== PROBLEM REQUIREMENTS ==
Transcribe all of the listing exactly.

== SUPPLIED DATA ==
------------------------------------
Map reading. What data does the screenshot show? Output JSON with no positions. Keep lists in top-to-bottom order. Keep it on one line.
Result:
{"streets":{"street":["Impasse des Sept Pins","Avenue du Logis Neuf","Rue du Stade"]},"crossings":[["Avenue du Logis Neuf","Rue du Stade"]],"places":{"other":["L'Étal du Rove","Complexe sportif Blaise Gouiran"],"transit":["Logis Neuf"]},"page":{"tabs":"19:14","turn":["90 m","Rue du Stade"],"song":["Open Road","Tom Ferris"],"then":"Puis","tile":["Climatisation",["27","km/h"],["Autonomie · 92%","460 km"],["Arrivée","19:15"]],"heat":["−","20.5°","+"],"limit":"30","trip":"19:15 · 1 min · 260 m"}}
------------------------------------
== ANSWER TO THIS EXERCISE ==
Map reading. What data does the screenshot show? Output JSON with no positions. Keep lists in top-to-bottom order. Keep it on one line.
Result:
{"streets":{"street":["Impasse des Sept Pins","Avenue du Logis Neuf","Rue du Stade"]},"crossings":[["Avenue du Logis Neuf","Rue du Stade"]],"places":{"other":["L'Étal du Rove","Complexe sportif Blaise Gouiran"],"transit":["Logis Neuf"]},"page":{"tabs":"19:14","turn":["90 m","Rue du Stade"],"song":["Open Road","Tom Ferris"],"then":"Puis","tile":["Climatisation",["27","km/h"],["Autonomie · 92%","460 km"],["Arrivée","19:15"]],"heat":["−","20.5°","+"],"limit":"30","trip":"19:15 · 1 min · 260 m"}}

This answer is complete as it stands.